Chanteurs du programme Crescendo de la Fundación Amigos del Teatro Real, Santiago Serrate, Rubén Sánchez-Vieco (chefs de chœur), Orquesta Titular del Teatro Real, Santiago Serrate (direction musicale)
Alex Serrano, Paul Palacios (Agrupación Senor Serrano) (mise en scène), CUBE.BBZ (décors, lumières), Joan Ros Garrofé, Atena Pou Clavell (costumes), Xavier Gibert (vidéo)


A. González, J. Martín‑Royo (© Javier del Real/Teatro Real)


La pièce Don Juan Tenorio (1844) de José Zorrilla (1817‑1893) a été représentée constamment pendant un siècle et demi dans les théâtres espagnols, spécialement pour la Toussaint. C’est un faux classique, mais une pièce pleine d’action, défis, aventures, une des variations sur le sujet, la figure de Don Juan, dont les origines se trouvent dans une pièce attribuée à Tirso de Molina, quoiqu’il semble aujourd’hui assez clair que l’auteur originaire d’un Don Juan Tenorio a été Andrés de Claramonte. Passons : la descendance a été si nombreuse, si riche, si différente, que les origines peuvent être mythiques, légendaires, qy’importe. Mais le Tenorio de Zorrilla est si populaire que le compositeur Tomás Marco l’a pris comme base de son opéra. De fait, notre Tenorio (Zorrilla) est aussi populaire en Espagne que le Cyrano (Rostand) en France.


Mais le Tenorio de Zorrilla n’est ici que le canevas d’un livret où se joignent d’autres sources : l’original de Tirso ou de Claramonte, Molière (bien sûr), Antonio Zamora, Da Ponte (inévitable), Byron. Mais aussi deux poèmes du baroque espagnol d’une beauté insurpassable, de la Mexicaine Sœur Juana Inés de la Cruz et de Francisco de Quevedo. Marco insiste : « il ne s’agit pas de mettre en musique le texte de Zorrilla tel qu’il est, mais de l’utiliser comme armature théâtrale pour d’autres choses ». En même temps, un personnage raconte et s’autorise des pensées sur le « mythe » (Juan Antonio Sanabria, belle voix). L’action, sans interruption, souffre un peu dans une séquence de chant parfois monotone, mais avec une prosodie très réussie dans les ariosos de Don Juan, Don Luis et Dona Inés ; or la prosodie est le grand problème des compositeurs d’opéra en espagnol aujourd’hui, malgré la tradition de la zarzuela. On ne peut pas faire des zarzuelas à l’ancienne, bien sûr, mais elles servent, tout comme la mélodie, la mélodie de concert, voire le chant populaire, comme critère, comme exemple.
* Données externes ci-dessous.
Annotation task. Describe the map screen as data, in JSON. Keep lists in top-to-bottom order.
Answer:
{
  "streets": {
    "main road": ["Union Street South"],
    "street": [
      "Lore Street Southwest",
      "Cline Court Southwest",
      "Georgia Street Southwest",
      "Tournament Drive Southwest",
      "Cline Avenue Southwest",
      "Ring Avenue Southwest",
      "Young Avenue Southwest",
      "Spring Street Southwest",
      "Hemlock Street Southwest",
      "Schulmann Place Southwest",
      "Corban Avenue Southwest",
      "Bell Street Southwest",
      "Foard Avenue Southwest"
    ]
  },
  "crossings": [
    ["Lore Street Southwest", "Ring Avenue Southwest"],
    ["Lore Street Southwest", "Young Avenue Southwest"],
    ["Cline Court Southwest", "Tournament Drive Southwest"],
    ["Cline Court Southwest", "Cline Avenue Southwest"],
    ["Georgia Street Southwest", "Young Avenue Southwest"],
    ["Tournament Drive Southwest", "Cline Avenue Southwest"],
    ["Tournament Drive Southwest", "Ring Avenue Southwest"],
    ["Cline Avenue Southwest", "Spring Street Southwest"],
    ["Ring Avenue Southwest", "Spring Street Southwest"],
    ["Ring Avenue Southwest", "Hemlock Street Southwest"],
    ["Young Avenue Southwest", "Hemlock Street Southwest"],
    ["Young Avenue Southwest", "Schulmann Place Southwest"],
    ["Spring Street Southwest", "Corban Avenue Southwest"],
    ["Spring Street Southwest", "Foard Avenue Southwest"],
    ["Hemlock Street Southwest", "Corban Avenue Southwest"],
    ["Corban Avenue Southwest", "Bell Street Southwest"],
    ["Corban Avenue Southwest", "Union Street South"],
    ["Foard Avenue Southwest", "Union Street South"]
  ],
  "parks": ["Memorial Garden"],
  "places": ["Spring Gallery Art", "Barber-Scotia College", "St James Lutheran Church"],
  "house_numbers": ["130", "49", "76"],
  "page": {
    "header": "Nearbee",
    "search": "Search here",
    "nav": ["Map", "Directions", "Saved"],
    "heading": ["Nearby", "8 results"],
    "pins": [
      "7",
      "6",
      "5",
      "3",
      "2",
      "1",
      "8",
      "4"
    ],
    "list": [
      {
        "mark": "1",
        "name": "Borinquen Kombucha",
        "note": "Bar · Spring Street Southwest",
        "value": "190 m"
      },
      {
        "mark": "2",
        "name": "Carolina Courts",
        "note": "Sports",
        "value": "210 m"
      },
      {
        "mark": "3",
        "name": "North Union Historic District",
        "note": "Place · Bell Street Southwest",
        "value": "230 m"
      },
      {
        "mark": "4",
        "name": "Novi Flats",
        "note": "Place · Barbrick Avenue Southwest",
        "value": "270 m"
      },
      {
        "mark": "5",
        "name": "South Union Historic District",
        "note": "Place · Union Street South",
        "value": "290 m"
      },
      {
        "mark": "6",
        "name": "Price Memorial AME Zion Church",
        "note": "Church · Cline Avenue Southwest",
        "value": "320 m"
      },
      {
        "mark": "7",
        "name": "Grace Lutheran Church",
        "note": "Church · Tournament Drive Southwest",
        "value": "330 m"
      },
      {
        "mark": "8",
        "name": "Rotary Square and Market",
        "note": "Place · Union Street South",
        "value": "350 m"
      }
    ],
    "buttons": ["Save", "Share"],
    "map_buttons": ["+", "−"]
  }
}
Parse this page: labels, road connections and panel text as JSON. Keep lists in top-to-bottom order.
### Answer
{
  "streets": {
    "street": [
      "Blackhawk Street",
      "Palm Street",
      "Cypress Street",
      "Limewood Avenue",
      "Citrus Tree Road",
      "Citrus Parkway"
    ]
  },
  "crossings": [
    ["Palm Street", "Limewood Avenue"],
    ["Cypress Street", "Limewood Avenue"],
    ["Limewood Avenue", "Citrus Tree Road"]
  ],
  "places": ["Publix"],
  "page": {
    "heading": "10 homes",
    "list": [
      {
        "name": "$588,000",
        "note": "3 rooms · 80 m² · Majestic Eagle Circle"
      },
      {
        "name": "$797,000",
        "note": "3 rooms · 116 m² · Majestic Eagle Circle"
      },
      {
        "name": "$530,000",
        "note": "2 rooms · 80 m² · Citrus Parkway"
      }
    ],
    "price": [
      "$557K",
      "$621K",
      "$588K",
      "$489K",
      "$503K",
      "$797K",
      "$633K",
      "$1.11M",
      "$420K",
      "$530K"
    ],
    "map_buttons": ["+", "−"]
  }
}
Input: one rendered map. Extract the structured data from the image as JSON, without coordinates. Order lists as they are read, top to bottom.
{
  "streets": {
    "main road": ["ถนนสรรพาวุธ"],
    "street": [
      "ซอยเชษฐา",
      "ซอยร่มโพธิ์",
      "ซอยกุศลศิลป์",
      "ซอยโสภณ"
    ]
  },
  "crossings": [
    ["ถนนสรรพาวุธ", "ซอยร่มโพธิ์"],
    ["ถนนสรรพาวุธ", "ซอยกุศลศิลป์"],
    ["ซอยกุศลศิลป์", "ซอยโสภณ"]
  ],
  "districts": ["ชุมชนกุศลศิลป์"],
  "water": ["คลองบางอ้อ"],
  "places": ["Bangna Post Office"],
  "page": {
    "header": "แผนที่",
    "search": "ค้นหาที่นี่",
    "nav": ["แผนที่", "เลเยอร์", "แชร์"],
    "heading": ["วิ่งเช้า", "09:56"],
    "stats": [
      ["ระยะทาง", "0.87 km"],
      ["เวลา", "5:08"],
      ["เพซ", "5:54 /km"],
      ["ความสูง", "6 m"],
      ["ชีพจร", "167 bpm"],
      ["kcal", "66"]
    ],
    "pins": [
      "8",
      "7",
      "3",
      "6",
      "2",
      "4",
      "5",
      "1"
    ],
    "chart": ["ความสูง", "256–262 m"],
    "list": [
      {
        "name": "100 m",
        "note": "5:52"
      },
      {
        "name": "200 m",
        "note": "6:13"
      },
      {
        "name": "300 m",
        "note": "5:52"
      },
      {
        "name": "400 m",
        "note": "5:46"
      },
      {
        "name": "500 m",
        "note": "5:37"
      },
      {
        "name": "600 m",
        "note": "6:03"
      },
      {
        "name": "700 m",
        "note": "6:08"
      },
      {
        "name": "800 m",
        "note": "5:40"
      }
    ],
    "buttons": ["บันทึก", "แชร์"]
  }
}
Et ici, Marco dépasse pas mal de ses contemporains. L’action est à un niveau inférieur dans le livret et le chant de cet opéra, mais la mise en scène préfère déplacer l’action vers un studio où l’on tourne un film : vestiaire, catering, loges, caméras, un environnement hors de l’environnement réclamé par le texte. La scène a quand même un côté brillant même si l’espace est limité par les décors dissimulés, derrière, pour les représentations encore en cours des Maîtres Chanteurs de Nuremberg. Les caméras prennent, en live, des moments du « tournage », tout comme pendant les concerts pop.


L’opéra de Marco utilise surtout la première partie de la longue pièce de Zorrilla, mais la seconde (le retour de Don Juan, déjà mûr, pourrait‑on dire) traite un procédé très romantique mais pas du tout baroque : la rédemption par amour ; c’est aussi le moment de la présence redoutable du Commandeur : condamnation ou salut. La première de cet opéra en version de concert à L’Escorial a été enregistrée, également sous la direction de Santiago Serrate (deux disques Cézanne). Il y a un important quatuor de voix (soprano, mezzo, ténor, basse), que Marco dénomme « madrigal », devenu un chœur remarquable de douze voix pour la représentation, et distribué d’une façon plus souple. Ce chœur incarne des personnages, hormis les trois protagonistes et les deux autres femmes, comme le Commandeur ou Brígida, la célestine. C’est une façon originale de déplacer l’intérêt de l’individu vers une voix collective. Ainsi, on peut voir à l’écran disposé sur la scène un personnage dont la voix fait partie d’un groupe du « madrigal ».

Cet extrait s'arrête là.